From: Trevor Tombe
To: Provincial debt watchers
Date: May 8, 2019
Re: Federal Support to Provinces
Government budgets are under strain from the unprecedented spending being deployed to control the spread of COVID-19 and help bridge individuals and businesses through the crisis. And collapsing revenues from a shrinking economy add to the burden.
In Canada, rising federal debt is, so far, manageable and sustainable. But provincial governments may be in a more difficult situation.
The most detailed recent analysis by RBC Economics projects more than $78 billion in provincial borrowing in 2020/21 – or roughly $53 billion more than the prior year. This will increase total provincial debt by well over 10 percent in a single year.
For most provinces this is manageable in the short-term, but it adds to their already significant fiscal challenges. The Parliamentary Budget Officer’s regular analysis finds the finances of many provincial governments largely unsustainable. COVID-19 has made this worse. And as federal borrowing costs are significantly lower, there is a case for their support. The question is what form it should take.
This crisis may represent a critical juncture in fiscal federalism, leading to fundamental reform. But in the short-term, action is constrained by existing arrangements. This memo details two existing federal programs that can provide immediate and significant support, with little to no need for legislative changes.
First, the federal government can help provinces with direct COVID-related costs.
The Disaster Financial Assistance Arrangements aim to “assist provinces with the costs of dealing with a disaster where those costs would otherwise place a significant burden on the provincial economy and would exceed what they might reasonably be expected to fully bear on their own.” The current COVID-19 pandemic is surely that. The healthcare spending for treatment, testing, tracing, and so on, could therefore be shifted to the federal government.
The trouble is, DFAA guidelines explicitly exclude “pandemic health emergencies.” But this is a regulatory restriction, not a legislative one, so the government could quickly change its own guidelines. Support under this program could be substantial.

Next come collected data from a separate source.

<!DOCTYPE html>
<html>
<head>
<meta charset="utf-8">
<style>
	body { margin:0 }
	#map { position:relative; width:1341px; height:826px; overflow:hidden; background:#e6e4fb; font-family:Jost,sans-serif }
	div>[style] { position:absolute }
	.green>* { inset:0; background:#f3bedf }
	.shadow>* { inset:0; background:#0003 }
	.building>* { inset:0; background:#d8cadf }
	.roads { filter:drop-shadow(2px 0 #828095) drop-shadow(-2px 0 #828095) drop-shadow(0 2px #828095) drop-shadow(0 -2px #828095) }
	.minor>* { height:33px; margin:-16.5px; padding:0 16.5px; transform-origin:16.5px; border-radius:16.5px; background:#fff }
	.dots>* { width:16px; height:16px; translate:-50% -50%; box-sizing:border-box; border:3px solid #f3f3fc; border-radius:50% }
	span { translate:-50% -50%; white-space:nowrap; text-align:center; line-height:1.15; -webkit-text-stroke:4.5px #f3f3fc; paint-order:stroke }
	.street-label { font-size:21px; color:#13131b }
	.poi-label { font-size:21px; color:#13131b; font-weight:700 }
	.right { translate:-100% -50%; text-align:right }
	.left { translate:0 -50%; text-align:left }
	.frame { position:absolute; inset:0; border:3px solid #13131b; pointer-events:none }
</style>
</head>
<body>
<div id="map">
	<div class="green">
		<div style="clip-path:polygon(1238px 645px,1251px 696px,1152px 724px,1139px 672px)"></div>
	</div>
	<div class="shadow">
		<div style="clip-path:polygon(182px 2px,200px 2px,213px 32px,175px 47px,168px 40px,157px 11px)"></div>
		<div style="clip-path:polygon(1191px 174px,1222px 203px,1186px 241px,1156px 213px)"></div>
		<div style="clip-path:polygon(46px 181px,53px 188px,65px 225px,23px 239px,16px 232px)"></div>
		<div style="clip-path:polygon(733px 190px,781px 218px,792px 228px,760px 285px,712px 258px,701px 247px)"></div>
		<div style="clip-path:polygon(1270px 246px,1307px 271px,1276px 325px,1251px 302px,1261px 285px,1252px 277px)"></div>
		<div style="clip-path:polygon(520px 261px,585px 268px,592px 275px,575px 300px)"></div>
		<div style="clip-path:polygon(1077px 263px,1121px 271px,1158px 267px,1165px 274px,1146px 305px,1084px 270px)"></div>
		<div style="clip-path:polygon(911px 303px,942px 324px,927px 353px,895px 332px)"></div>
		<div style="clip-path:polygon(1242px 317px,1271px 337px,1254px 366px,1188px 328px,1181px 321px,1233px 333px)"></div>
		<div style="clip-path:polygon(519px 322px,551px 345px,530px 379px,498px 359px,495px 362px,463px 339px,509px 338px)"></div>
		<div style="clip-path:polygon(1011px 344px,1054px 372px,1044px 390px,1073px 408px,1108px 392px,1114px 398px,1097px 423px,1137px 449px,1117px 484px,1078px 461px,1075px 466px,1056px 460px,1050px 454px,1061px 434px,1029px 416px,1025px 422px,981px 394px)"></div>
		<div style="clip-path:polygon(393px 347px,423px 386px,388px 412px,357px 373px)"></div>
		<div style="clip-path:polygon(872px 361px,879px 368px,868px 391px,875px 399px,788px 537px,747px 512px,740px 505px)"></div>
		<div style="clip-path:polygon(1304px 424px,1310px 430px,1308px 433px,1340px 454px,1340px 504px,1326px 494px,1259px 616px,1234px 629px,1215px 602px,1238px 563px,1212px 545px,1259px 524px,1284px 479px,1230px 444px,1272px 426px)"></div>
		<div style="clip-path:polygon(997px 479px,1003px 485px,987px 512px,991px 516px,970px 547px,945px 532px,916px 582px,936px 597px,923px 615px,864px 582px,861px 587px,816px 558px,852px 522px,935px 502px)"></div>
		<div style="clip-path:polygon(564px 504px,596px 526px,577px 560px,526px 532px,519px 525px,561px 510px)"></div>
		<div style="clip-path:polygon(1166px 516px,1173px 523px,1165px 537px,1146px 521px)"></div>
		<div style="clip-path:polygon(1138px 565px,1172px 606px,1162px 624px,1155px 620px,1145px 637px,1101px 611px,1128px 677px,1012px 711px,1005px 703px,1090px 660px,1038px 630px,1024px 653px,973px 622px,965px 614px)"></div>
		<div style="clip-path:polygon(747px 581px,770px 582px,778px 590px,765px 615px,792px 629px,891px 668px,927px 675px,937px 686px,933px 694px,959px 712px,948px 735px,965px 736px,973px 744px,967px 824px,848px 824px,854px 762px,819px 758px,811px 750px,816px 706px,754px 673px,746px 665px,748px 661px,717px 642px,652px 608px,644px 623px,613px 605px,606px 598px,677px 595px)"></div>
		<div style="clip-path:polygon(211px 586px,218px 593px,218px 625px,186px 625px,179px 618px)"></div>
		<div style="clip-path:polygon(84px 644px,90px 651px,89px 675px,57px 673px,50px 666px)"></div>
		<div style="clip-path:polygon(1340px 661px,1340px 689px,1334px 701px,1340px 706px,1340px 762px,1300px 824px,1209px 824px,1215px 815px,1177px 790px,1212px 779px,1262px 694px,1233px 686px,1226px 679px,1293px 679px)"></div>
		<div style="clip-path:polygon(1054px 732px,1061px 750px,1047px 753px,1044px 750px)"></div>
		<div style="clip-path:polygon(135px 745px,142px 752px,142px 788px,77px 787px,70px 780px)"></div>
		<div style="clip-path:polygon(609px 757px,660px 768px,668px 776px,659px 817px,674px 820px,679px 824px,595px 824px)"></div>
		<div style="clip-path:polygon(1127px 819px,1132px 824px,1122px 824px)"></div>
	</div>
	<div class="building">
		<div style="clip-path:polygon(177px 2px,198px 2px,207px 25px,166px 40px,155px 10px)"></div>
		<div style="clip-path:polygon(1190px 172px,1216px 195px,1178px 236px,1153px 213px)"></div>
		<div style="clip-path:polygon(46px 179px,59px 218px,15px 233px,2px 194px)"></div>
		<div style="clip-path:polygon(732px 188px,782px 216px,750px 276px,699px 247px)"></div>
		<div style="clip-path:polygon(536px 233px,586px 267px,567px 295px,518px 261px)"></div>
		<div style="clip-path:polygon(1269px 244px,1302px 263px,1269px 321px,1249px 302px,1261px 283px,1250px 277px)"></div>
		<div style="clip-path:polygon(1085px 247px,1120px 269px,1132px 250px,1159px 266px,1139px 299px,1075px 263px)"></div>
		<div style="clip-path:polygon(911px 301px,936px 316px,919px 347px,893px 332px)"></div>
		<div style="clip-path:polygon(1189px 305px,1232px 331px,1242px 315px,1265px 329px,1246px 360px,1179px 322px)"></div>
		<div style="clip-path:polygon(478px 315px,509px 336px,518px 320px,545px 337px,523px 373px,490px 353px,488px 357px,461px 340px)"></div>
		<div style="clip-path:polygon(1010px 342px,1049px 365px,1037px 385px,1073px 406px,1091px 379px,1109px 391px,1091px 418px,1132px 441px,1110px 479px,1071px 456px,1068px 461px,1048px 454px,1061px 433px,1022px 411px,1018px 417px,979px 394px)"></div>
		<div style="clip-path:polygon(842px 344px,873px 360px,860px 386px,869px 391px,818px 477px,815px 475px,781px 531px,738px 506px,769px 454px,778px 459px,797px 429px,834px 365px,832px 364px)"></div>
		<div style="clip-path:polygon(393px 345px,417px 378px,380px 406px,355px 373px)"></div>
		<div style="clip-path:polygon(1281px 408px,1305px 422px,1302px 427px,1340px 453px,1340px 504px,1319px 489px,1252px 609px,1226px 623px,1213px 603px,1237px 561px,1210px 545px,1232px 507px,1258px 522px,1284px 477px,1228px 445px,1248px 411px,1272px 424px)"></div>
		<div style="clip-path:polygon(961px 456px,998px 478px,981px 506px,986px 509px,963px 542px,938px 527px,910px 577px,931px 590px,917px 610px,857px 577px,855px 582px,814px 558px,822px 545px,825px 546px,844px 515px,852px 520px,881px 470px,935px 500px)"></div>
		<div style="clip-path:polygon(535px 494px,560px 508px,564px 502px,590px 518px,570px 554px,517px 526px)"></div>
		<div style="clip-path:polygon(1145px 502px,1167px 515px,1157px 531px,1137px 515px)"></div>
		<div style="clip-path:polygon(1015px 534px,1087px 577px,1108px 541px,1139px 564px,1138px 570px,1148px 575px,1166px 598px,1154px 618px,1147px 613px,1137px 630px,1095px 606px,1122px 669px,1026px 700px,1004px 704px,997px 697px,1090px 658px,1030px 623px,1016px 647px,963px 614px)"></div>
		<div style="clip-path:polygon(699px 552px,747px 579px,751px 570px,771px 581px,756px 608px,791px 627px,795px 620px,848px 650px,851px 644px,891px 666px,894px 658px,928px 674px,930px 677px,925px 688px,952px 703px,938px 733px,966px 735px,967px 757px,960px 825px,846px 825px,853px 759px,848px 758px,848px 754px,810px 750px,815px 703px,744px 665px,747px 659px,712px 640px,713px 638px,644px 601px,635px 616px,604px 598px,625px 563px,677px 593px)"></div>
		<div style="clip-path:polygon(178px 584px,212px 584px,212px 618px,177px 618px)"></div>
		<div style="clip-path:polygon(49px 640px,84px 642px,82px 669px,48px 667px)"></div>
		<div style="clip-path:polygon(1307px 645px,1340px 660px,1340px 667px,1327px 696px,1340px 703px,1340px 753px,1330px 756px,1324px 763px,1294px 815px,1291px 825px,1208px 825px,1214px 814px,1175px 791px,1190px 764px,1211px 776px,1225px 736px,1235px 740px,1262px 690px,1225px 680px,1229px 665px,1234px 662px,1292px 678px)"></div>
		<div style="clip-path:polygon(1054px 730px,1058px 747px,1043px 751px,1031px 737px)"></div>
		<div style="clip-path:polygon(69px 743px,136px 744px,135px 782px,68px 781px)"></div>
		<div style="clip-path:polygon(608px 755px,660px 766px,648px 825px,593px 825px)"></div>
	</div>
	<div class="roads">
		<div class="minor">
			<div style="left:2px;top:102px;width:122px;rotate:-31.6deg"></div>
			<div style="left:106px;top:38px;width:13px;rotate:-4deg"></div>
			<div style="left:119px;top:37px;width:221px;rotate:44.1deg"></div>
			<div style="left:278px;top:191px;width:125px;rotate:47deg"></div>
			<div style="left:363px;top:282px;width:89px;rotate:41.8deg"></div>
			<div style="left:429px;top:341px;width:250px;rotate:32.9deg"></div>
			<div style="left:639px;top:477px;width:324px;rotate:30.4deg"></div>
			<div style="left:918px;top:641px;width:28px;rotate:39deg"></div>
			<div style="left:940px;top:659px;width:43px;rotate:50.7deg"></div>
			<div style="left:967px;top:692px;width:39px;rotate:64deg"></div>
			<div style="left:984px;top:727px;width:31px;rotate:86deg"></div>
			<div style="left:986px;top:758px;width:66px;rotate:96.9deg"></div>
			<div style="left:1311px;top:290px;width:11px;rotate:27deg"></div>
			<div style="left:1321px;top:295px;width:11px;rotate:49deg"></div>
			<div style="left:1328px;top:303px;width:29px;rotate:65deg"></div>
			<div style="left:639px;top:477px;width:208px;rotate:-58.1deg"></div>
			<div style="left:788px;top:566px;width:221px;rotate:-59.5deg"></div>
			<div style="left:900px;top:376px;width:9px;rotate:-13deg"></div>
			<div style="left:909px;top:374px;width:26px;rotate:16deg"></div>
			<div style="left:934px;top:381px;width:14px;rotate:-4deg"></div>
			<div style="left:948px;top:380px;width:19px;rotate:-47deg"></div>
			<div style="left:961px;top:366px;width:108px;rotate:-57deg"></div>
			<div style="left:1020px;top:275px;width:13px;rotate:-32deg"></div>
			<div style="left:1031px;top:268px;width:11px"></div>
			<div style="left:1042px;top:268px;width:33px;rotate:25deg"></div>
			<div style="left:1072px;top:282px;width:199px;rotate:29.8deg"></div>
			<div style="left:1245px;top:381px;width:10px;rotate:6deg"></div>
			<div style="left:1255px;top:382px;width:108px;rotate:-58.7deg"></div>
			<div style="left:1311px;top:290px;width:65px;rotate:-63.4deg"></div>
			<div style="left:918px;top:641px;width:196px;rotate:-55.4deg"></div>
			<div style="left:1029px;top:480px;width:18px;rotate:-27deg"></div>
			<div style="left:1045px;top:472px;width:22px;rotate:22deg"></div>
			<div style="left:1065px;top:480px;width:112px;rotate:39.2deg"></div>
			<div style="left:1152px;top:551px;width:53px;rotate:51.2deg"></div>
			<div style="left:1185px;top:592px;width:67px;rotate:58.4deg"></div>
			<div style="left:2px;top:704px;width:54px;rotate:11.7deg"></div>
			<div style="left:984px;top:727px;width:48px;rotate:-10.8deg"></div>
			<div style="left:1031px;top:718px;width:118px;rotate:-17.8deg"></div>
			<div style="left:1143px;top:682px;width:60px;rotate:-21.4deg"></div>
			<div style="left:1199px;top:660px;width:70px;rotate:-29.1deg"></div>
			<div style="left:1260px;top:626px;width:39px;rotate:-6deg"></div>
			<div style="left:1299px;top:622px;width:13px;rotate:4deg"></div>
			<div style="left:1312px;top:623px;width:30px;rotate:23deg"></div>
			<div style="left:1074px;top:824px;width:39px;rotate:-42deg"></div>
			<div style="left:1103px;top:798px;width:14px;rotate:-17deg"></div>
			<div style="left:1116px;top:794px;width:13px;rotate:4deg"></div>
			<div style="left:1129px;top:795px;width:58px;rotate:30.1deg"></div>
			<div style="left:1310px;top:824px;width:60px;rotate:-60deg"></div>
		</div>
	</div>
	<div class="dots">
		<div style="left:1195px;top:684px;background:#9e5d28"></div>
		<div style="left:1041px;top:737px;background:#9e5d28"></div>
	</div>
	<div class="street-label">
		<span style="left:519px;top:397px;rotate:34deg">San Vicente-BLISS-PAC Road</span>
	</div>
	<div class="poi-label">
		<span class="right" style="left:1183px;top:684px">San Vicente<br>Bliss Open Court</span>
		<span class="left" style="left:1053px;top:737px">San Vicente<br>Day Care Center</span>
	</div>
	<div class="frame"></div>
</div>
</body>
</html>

The current formula leaves provinces to cover the first $3.25 per capita in costs on their own, with the federal government taking on increasingly large shares of incremental costs: 50 percent of the next $6.51 per capita; 75 percent of the next $6.51; and 90 percent of all costs beyond that. To illustrate, if direct COVID-19 related expenses are on the order of $250 per capita (to pick a random number) then the current DFAA formula implies the federal government would cover $219. Total direct federal support would total $8 billion — or roughly 0.4 percent of GDP.
Though historically unprecedented in Canada, federal relief for pandemic costs is observed elsewhere. South of the border, for example, the US relief package featured $150 billion (USD) to help offset state and local government expenses related to the crisis – equivalent to 0.8 percent of GDP.
Second, on the revenue side, the federal Fiscal Stabilization Program is available. It supports provinces experiencing sudden and significant declines in income, but is currently limited in scale (for details, see this).
Provinces are likely to see massive revenue shortfalls this year. The PBO projects 2020 nominal GDP may contract almost 14 percent. This would directly lower provincial income and sales tax revenue. Ignoring changes in revenue elsewhere in provincial books, the current stabilization program covers revenue losses in excess of 5 percent: that is, provinces would absorb the first 5 percent drop and the federal government the next 9 percent, in this case. This would, very roughly, work out to approximately $17 billion to provinces.
But the current program caps cash transfers to no more than $60 per capita. This limits direct federal support to $2.2 billion – or only a fraction of the projected loss.
The cap is problematic, to say the least. The $60 limit was arbitrary and implemented with little analysis or scrutiny. Given the arbitrary nature of the cap, the federal government has already signaled its willingness to review the program – and that was before COVID-19.
Changing the cap would require legislative changes, but there is a provision within the existing program for the Minister of Finance to provide an interest free five-year loan to provinces for any stabilization claims beyond the $60 per limit cap. Such loans have never been made before. Now may be the moment to consider doing so.
For a federal government facing a $250+ billion deficit, this coming year, the prospect of adding yet more burden may be difficult to swallow. But COVID-related public debt will happen either way. And the federal government is – for a shock of this kind – able to carry the added debt at lower cost than the provinces.
Whatever form support takes, whether through existing arrangements or not, support to provincial governments will soon rise in importance. It’s worth exploring options now.
Trevor Tombe is associate professor of economics at the University of Calgary and research fellow at the School of Public Policy.